Stored data:

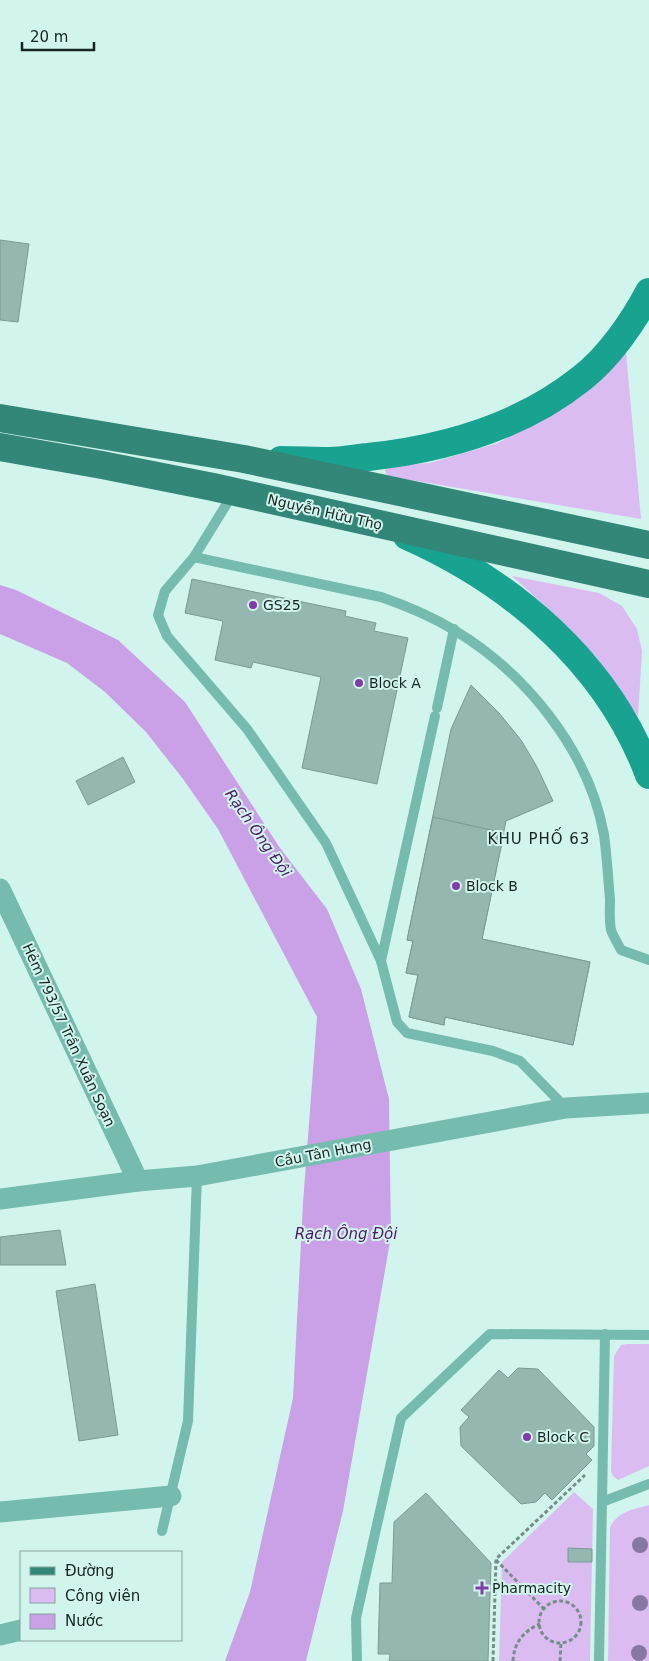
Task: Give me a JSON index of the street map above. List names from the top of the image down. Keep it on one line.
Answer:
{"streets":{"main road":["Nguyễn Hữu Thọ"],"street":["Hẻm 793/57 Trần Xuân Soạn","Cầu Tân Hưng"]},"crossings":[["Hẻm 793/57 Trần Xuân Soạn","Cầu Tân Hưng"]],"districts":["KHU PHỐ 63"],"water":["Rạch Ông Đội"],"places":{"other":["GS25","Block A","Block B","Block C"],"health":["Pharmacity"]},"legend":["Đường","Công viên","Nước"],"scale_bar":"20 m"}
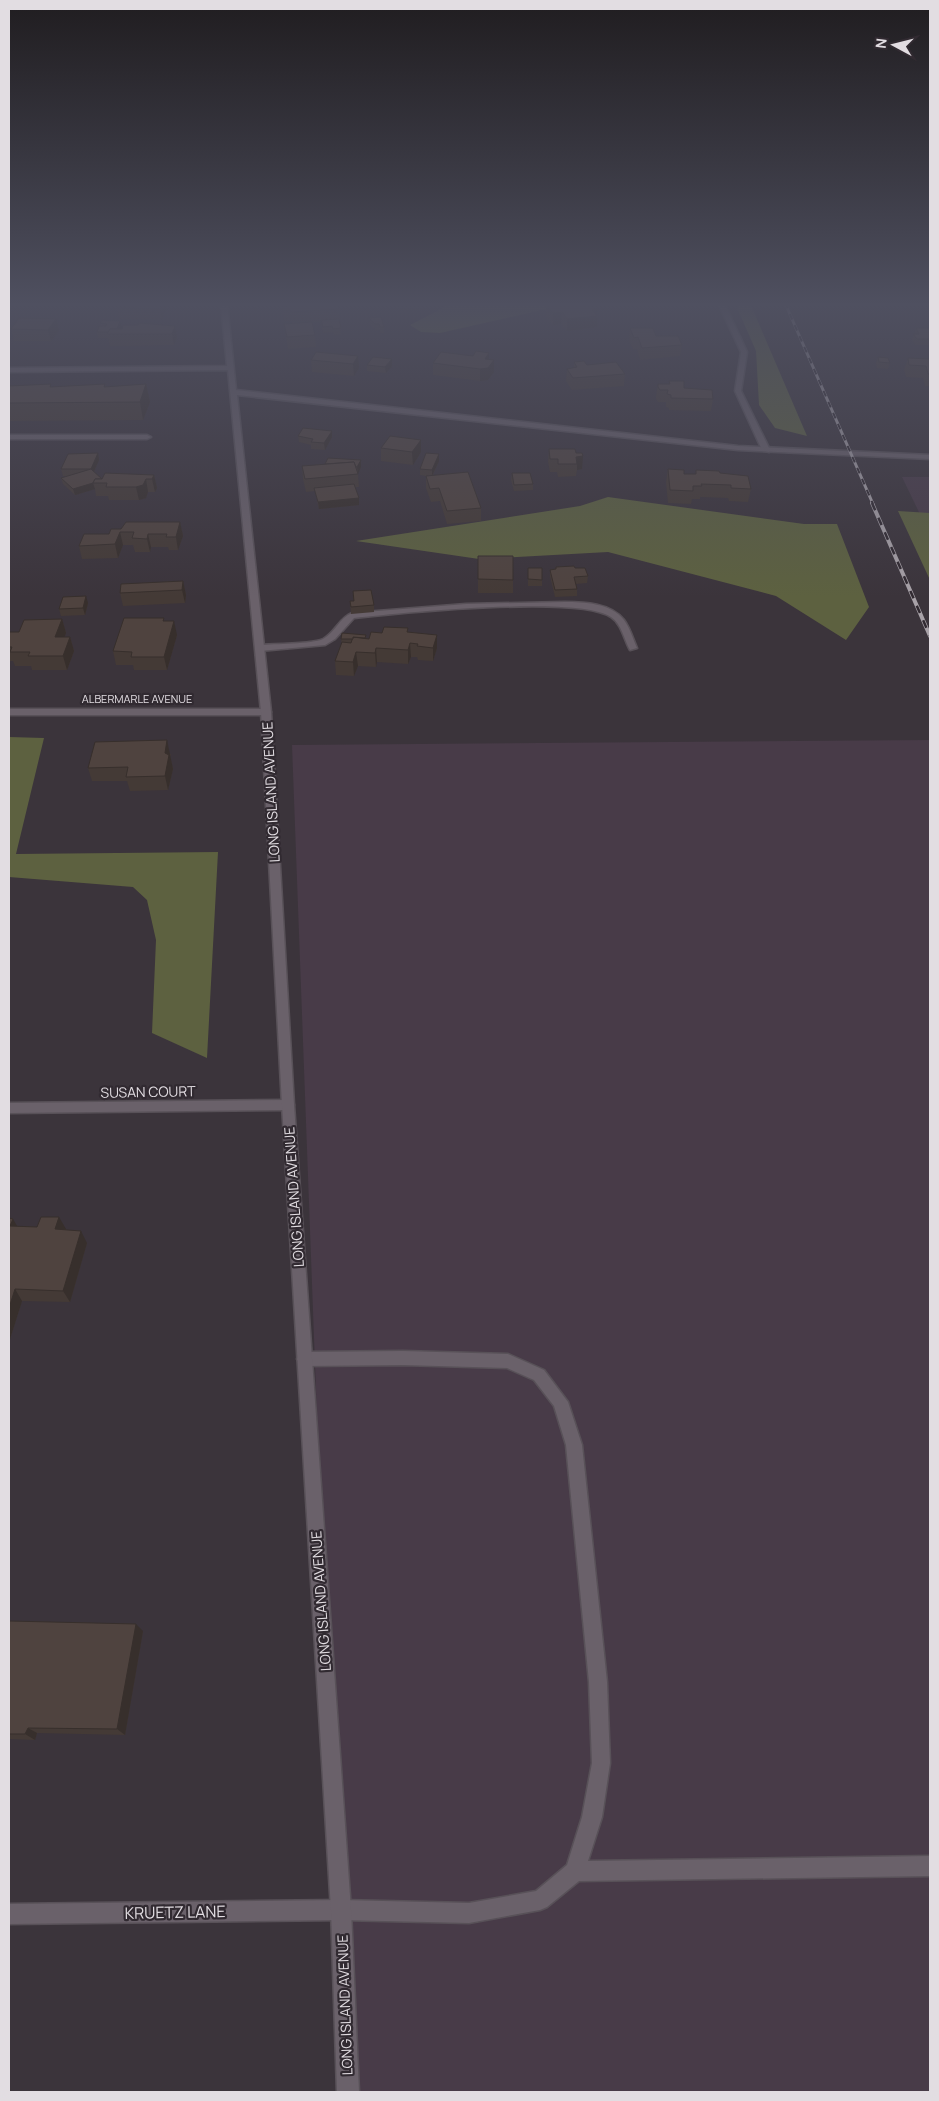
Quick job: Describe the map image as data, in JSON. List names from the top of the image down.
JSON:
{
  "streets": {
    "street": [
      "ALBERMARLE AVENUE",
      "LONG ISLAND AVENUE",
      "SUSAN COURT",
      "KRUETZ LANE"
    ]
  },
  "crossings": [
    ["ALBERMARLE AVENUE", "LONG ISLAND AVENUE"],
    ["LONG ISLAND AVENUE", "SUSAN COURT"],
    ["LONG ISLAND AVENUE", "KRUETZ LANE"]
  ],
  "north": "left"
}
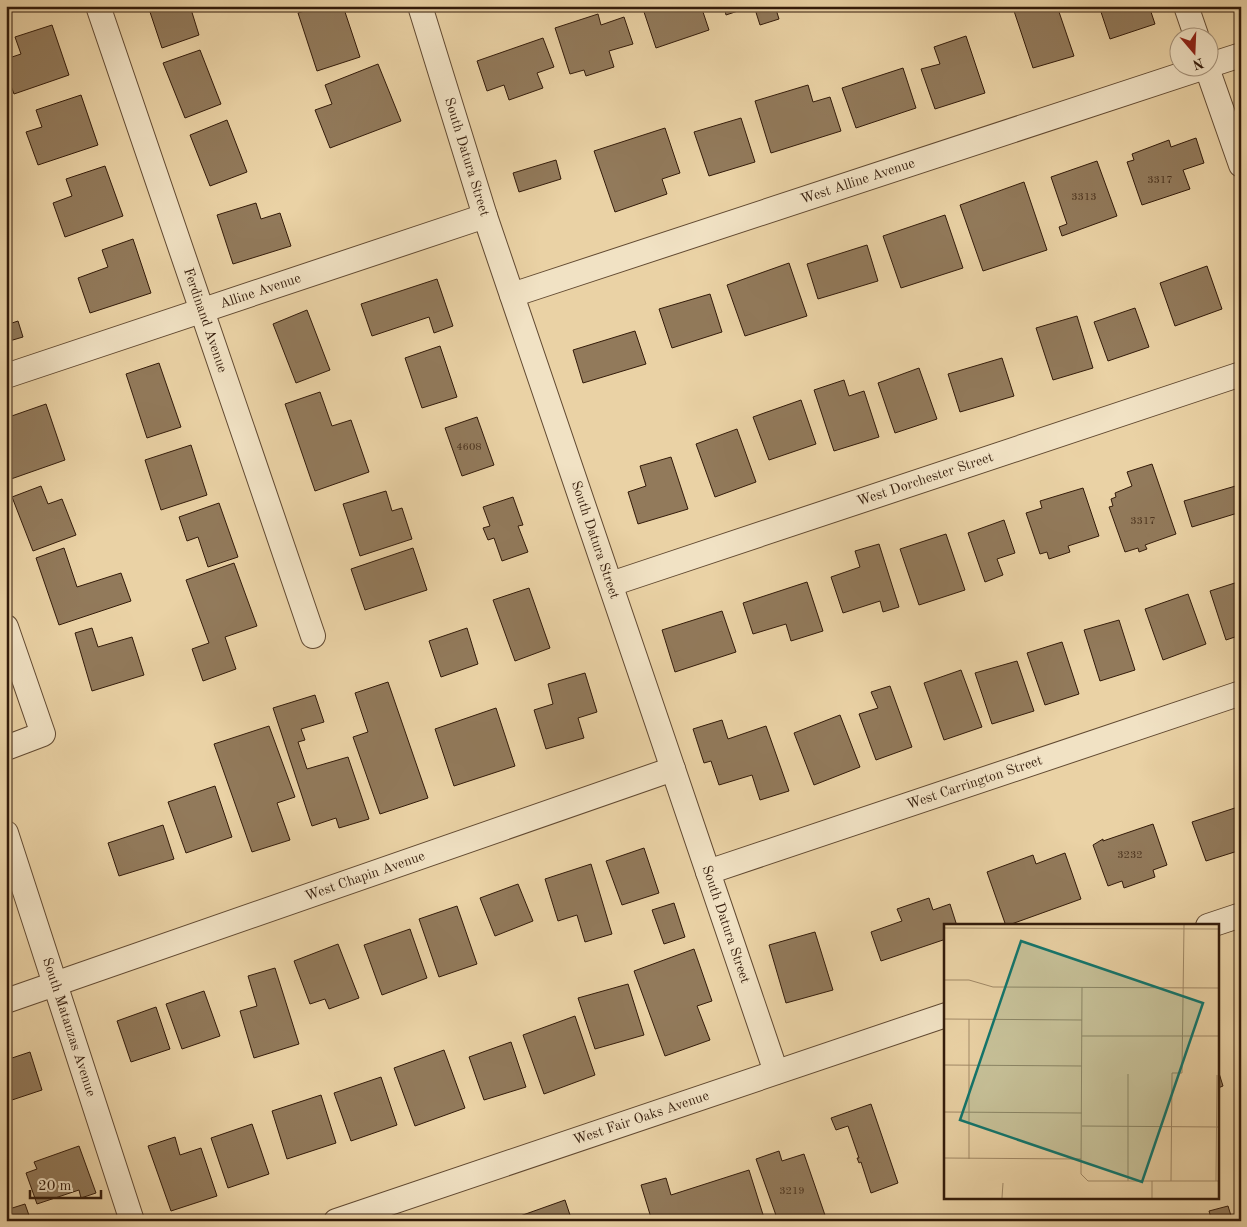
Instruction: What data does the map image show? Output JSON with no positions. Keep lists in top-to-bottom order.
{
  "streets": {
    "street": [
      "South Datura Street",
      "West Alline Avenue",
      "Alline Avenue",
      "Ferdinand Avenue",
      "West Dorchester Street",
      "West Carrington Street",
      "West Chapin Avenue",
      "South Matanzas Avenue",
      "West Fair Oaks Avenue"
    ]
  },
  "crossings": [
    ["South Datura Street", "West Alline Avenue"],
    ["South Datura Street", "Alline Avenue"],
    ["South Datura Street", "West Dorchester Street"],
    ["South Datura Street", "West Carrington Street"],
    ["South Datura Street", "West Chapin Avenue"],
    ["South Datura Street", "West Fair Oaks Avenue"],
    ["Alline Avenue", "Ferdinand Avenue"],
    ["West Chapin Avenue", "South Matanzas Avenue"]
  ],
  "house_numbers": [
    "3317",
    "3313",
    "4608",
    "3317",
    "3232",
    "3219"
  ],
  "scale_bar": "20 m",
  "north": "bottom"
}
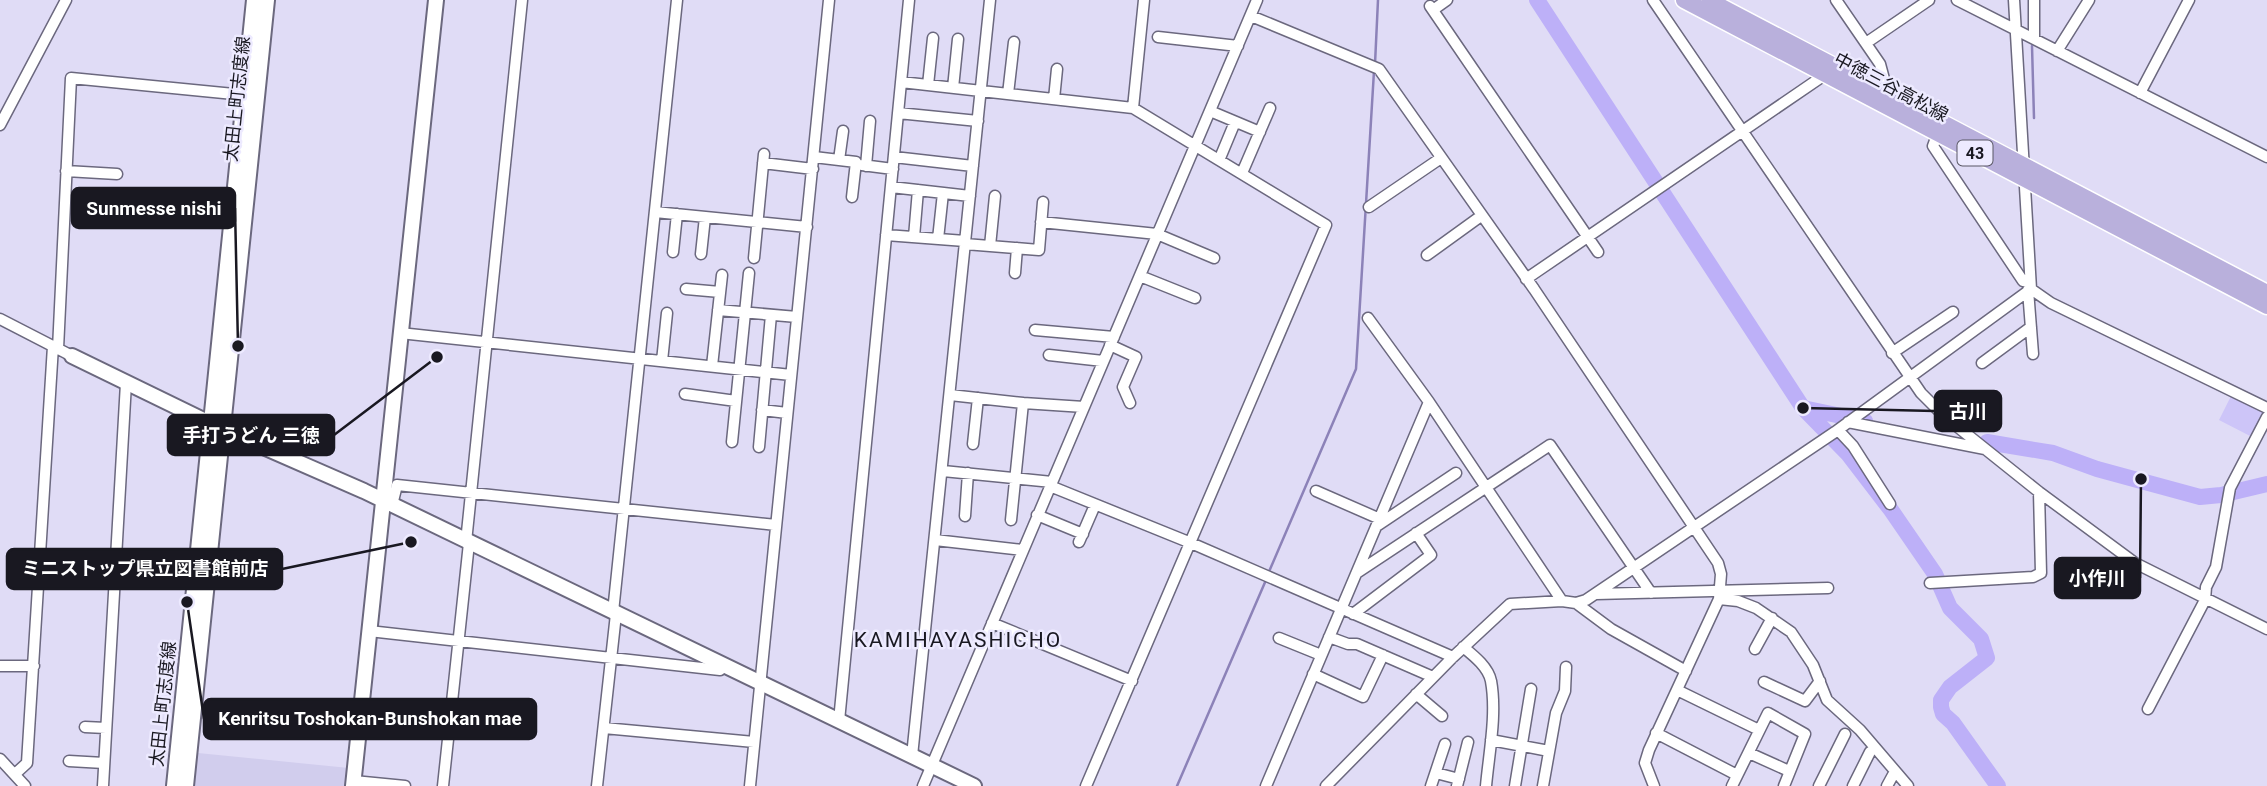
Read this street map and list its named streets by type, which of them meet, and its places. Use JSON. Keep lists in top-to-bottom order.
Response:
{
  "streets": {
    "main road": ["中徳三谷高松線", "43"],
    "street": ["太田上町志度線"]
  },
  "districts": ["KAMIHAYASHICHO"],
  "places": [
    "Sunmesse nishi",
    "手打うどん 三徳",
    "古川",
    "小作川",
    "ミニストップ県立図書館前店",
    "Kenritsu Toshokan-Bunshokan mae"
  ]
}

**Task instructions:** Using only the data above, copy out the lines that include the word "names".

**Reply:**
Task: Give me a JSON index of the street map above. List names from the top of the image down. Keep it on one line.
Quick job: Describe the map image as data, in JSON. List names from the top of the image down.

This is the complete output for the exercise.